Beryl's face was ashes. Claudette's a picture of cosmosis interruptus. Evidently shocking news had been imparted via the phone. They were pointing madly at Simpson's empty desk and then at the offending drinks vending-machine. I creased up. The machine had been gargling for days, as if whatever creature lived inside it had drunk all the variously flavoured fluids for itself and was about to explode through the narrow dispenser. I abruptly had a very strange imagining—by means of an instinct drawn from word association rather than from a grasp of reality—an imagining that jump-start Jeremy moonlighted in drag, masquerading as the office cleaning lady each Monday morning with a disguise more impenetrable even than buxom Beryl's cosmetic face-mask. Better than that vampire mask I had seen him wearing in the dregs. But what about poor simple-sample Simpson? Bottomed out beyond even a joke's joke, now. No rest for his wicked belly. There was the sad sound in the office of comb-teeth snapping one by one. And, months later, Simpson entered in clothes that reminded me of those I had worn only the day before. "Surprise! Surprise!" he said. "Hi, Simpson, sit yourself down and have a nice cup of tea," I said, in turn offering him a seat beside the framed picture of his dead mother, the latter being a present he had given me. Simpson and I had become fast friends, ever since the office redundancies. In fact, we had previously been rather kept apart by the job ... both of us preferring to be homebirds, watching TV or doing odd jobs. Better than negotiating the realms of commuting any day.

"Thanks for the Birthday present," he said, stirring the tea I had soon prepared.

"It's nothing. Don't think any more about it."

I noticed he was sporting all the items of clothing I had only wrapped yesterday ... before leaving the parcel on his doorstep.
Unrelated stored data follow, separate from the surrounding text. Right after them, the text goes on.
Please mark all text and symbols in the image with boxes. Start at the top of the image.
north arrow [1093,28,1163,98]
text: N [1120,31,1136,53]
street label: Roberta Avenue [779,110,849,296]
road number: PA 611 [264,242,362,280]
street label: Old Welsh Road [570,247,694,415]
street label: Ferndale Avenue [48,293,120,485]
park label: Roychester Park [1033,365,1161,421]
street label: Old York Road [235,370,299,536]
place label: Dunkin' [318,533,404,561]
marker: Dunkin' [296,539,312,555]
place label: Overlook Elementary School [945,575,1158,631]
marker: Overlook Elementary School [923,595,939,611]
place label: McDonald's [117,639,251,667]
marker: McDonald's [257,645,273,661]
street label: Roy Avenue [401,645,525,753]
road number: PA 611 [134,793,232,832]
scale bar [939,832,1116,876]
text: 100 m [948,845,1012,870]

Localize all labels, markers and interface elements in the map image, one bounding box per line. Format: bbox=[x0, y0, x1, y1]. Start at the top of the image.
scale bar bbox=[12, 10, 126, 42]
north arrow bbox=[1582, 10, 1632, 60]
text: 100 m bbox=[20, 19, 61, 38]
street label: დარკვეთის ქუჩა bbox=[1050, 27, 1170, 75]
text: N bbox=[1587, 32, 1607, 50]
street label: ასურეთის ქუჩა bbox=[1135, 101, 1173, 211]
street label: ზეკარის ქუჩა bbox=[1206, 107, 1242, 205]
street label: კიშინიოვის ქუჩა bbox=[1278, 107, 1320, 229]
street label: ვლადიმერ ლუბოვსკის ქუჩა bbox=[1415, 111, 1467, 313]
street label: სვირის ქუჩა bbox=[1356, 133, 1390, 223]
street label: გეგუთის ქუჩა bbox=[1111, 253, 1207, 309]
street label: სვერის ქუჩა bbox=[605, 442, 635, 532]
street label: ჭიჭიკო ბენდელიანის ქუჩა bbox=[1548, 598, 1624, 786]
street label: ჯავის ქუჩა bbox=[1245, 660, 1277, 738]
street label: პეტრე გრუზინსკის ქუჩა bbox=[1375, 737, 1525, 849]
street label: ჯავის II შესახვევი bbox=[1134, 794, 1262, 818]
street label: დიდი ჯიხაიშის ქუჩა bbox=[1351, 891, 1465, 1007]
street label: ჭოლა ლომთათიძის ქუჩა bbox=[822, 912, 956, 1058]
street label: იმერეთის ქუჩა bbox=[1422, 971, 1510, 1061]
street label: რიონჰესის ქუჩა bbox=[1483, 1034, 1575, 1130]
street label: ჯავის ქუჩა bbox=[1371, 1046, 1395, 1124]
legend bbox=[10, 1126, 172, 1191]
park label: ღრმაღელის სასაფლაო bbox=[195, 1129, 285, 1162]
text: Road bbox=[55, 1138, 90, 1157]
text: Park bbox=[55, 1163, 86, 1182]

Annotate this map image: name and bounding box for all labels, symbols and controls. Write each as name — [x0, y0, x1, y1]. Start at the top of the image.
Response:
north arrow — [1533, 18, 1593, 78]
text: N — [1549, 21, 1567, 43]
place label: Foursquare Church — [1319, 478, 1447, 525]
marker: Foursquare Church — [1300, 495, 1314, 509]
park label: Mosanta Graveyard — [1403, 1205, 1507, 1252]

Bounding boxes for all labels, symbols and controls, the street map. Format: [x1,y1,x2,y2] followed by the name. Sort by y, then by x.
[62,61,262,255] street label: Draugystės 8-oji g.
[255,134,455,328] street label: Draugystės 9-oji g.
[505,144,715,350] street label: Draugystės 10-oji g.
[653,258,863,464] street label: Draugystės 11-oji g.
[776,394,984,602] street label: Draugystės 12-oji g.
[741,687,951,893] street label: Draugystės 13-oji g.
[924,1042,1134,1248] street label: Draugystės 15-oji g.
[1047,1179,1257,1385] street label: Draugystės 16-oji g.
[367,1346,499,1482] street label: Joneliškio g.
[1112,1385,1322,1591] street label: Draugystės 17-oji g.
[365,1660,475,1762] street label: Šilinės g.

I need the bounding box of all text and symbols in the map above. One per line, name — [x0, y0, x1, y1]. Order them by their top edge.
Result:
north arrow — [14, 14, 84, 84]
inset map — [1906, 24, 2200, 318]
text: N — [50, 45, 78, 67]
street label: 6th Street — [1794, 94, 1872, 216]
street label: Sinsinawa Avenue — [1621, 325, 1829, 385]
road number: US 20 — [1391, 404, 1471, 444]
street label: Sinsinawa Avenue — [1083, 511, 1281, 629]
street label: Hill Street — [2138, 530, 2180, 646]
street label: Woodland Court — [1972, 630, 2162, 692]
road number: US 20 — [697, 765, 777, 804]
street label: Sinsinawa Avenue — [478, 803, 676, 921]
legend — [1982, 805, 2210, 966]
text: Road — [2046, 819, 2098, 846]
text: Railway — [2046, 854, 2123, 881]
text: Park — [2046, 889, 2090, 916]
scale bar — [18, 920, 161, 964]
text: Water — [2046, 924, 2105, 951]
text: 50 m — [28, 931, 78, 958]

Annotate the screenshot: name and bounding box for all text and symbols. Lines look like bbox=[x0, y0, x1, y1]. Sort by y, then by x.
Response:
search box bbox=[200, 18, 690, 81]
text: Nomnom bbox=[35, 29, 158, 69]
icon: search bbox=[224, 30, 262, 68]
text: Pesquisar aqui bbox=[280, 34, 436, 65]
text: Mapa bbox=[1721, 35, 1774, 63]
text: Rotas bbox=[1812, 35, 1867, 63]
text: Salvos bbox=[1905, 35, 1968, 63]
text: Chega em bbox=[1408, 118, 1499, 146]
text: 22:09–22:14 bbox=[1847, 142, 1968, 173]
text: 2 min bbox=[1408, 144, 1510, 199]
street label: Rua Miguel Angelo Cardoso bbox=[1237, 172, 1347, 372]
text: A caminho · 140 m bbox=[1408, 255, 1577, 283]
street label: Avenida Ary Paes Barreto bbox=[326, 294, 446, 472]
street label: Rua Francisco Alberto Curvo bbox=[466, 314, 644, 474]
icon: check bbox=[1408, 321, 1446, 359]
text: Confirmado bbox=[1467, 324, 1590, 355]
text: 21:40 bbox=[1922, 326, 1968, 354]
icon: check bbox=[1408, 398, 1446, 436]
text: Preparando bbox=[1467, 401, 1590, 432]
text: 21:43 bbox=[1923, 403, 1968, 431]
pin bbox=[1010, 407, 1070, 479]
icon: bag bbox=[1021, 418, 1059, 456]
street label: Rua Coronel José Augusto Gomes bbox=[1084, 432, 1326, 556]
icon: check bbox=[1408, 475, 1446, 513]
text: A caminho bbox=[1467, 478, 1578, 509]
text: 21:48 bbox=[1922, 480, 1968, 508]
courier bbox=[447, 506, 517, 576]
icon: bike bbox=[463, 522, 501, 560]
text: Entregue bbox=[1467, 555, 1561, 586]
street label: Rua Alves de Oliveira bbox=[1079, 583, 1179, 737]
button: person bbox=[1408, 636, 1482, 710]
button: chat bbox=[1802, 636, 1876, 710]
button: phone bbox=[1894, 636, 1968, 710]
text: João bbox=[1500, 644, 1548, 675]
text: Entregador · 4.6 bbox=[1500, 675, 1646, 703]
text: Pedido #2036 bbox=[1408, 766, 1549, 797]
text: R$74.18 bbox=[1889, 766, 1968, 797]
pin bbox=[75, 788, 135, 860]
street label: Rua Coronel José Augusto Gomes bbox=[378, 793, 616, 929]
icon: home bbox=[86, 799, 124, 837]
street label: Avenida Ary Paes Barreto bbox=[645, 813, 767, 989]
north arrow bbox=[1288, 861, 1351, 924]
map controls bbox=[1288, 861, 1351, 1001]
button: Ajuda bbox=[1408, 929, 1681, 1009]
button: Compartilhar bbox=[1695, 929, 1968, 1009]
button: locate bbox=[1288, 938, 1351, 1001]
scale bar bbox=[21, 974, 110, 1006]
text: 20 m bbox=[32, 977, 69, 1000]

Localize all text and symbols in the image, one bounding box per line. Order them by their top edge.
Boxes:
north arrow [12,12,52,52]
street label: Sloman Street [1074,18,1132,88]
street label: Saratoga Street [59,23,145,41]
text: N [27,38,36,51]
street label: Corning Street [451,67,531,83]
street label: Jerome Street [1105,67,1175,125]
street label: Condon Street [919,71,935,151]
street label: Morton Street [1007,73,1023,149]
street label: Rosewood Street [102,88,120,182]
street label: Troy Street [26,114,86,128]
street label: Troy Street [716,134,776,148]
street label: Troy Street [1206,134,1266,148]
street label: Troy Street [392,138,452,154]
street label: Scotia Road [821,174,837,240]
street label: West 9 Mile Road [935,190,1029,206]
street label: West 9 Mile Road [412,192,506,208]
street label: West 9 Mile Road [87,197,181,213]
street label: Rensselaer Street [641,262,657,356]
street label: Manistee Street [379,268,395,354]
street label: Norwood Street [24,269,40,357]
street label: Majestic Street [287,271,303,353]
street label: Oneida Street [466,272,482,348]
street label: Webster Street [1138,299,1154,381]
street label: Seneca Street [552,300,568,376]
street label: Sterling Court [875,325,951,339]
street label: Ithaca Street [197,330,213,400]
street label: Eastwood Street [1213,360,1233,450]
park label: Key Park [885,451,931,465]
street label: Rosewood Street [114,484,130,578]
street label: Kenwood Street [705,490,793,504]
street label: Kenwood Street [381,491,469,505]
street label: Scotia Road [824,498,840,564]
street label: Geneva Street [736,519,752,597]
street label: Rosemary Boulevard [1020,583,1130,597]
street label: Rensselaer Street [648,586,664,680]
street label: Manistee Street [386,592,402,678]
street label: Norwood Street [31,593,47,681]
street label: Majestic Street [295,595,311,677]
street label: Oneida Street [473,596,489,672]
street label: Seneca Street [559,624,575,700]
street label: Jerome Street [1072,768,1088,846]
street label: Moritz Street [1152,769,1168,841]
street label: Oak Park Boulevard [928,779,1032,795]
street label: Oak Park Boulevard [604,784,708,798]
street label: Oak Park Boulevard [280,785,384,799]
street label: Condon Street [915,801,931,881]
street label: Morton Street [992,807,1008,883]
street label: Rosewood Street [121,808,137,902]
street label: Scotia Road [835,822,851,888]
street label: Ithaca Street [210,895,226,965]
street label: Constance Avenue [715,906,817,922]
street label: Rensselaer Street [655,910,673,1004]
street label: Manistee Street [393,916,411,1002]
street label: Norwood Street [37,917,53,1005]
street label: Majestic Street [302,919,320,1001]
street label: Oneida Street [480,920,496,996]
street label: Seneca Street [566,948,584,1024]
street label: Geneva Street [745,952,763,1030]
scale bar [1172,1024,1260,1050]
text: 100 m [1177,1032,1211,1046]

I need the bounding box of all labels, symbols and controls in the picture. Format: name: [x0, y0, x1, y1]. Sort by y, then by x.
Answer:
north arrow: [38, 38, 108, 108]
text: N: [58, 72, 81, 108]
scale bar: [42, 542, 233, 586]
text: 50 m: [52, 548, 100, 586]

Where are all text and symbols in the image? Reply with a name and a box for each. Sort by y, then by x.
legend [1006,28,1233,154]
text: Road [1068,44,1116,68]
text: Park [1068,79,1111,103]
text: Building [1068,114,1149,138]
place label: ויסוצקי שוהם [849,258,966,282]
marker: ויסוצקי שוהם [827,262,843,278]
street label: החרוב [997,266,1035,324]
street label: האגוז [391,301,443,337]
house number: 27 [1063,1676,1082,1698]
He replaced the cup on the saucer, stood up, preened himself and strutted his outfit with a quick flourish.

"I thought you'd like them," I said.

"Yes," he said, "but I'm afraid they must have been frightfully expensive."

"Well, to be absolutely honest, Simpson—they're slightly body-soiled and I managed to haggle the price."

"Oh, they seem OK." He gave his own length the once over, as if expecting to see stains he'd previously missed.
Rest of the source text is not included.